─── PROVIDED RECORDS

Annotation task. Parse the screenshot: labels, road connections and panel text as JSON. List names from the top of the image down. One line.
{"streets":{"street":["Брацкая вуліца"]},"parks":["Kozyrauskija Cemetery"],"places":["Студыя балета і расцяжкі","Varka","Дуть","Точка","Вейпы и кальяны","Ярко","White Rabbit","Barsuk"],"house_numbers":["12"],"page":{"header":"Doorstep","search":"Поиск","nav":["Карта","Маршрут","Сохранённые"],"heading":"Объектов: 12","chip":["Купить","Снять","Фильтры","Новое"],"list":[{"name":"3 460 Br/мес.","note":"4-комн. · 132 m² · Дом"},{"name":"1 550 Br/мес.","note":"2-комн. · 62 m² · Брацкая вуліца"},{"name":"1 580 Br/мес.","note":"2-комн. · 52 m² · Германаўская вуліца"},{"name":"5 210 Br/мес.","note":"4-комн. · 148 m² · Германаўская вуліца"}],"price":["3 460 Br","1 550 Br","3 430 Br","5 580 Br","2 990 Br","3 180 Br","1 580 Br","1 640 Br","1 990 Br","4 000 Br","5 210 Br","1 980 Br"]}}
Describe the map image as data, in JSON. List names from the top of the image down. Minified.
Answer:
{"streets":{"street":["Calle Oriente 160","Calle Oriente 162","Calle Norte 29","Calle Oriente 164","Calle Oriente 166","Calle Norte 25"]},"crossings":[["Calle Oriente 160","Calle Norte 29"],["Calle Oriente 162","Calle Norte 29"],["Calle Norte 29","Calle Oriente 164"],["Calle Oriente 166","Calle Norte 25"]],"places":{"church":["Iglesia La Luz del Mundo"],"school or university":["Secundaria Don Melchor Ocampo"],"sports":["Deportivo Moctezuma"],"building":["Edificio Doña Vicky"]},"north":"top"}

──────

◆ TASK STATEMENT:
What is needed here is an exact copy of all the entries.

◆ RESULT FOR THIS TASK:
Annotation task. Parse the screenshot: labels, road connections and panel text as JSON. List names from the top of the image down. One line.
{"streets":{"street":["Брацкая вуліца"]},"parks":["Kozyrauskija Cemetery"],"places":["Студыя балета і расцяжкі","Varka","Дуть","Точка","Вейпы и кальяны","Ярко","White Rabbit","Barsuk"],"house_numbers":["12"],"page":{"header":"Doorstep","search":"Поиск","nav":["Карта","Маршрут","Сохранённые"],"heading":"Объектов: 12","chip":["Купить","Снять","Фильтры","Новое"],"list":[{"name":"3 460 Br/мес.","note":"4-комн. · 132 m² · Дом"},{"name":"1 550 Br/мес.","note":"2-комн. · 62 m² · Брацкая вуліца"},{"name":"1 580 Br/мес.","note":"2-комн. · 52 m² · Германаўская вуліца"},{"name":"5 210 Br/мес.","note":"4-комн. · 148 m² · Германаўская вуліца"}],"price":["3 460 Br","1 550 Br","3 430 Br","5 580 Br","2 990 Br","3 180 Br","1 580 Br","1 640 Br","1 990 Br","4 000 Br","5 210 Br","1 980 Br"]}}
Describe the map image as data, in JSON. List names from the top of the image down. Minified.
Answer:
{"streets":{"street":["Calle Oriente 160","Calle Oriente 162","Calle Norte 29","Calle Oriente 164","Calle Oriente 166","Calle Norte 25"]},"crossings":[["Calle Oriente 160","Calle Norte 29"],["Calle Oriente 162","Calle Norte 29"],["Calle Norte 29","Calle Oriente 164"],["Calle Oriente 166","Calle Norte 25"]],"places":{"church":["Iglesia La Luz del Mundo"],"school or university":["Secundaria Don Melchor Ocampo"],"sports":["Deportivo Moctezuma"],"building":["Edificio Doña Vicky"]},"north":"top"}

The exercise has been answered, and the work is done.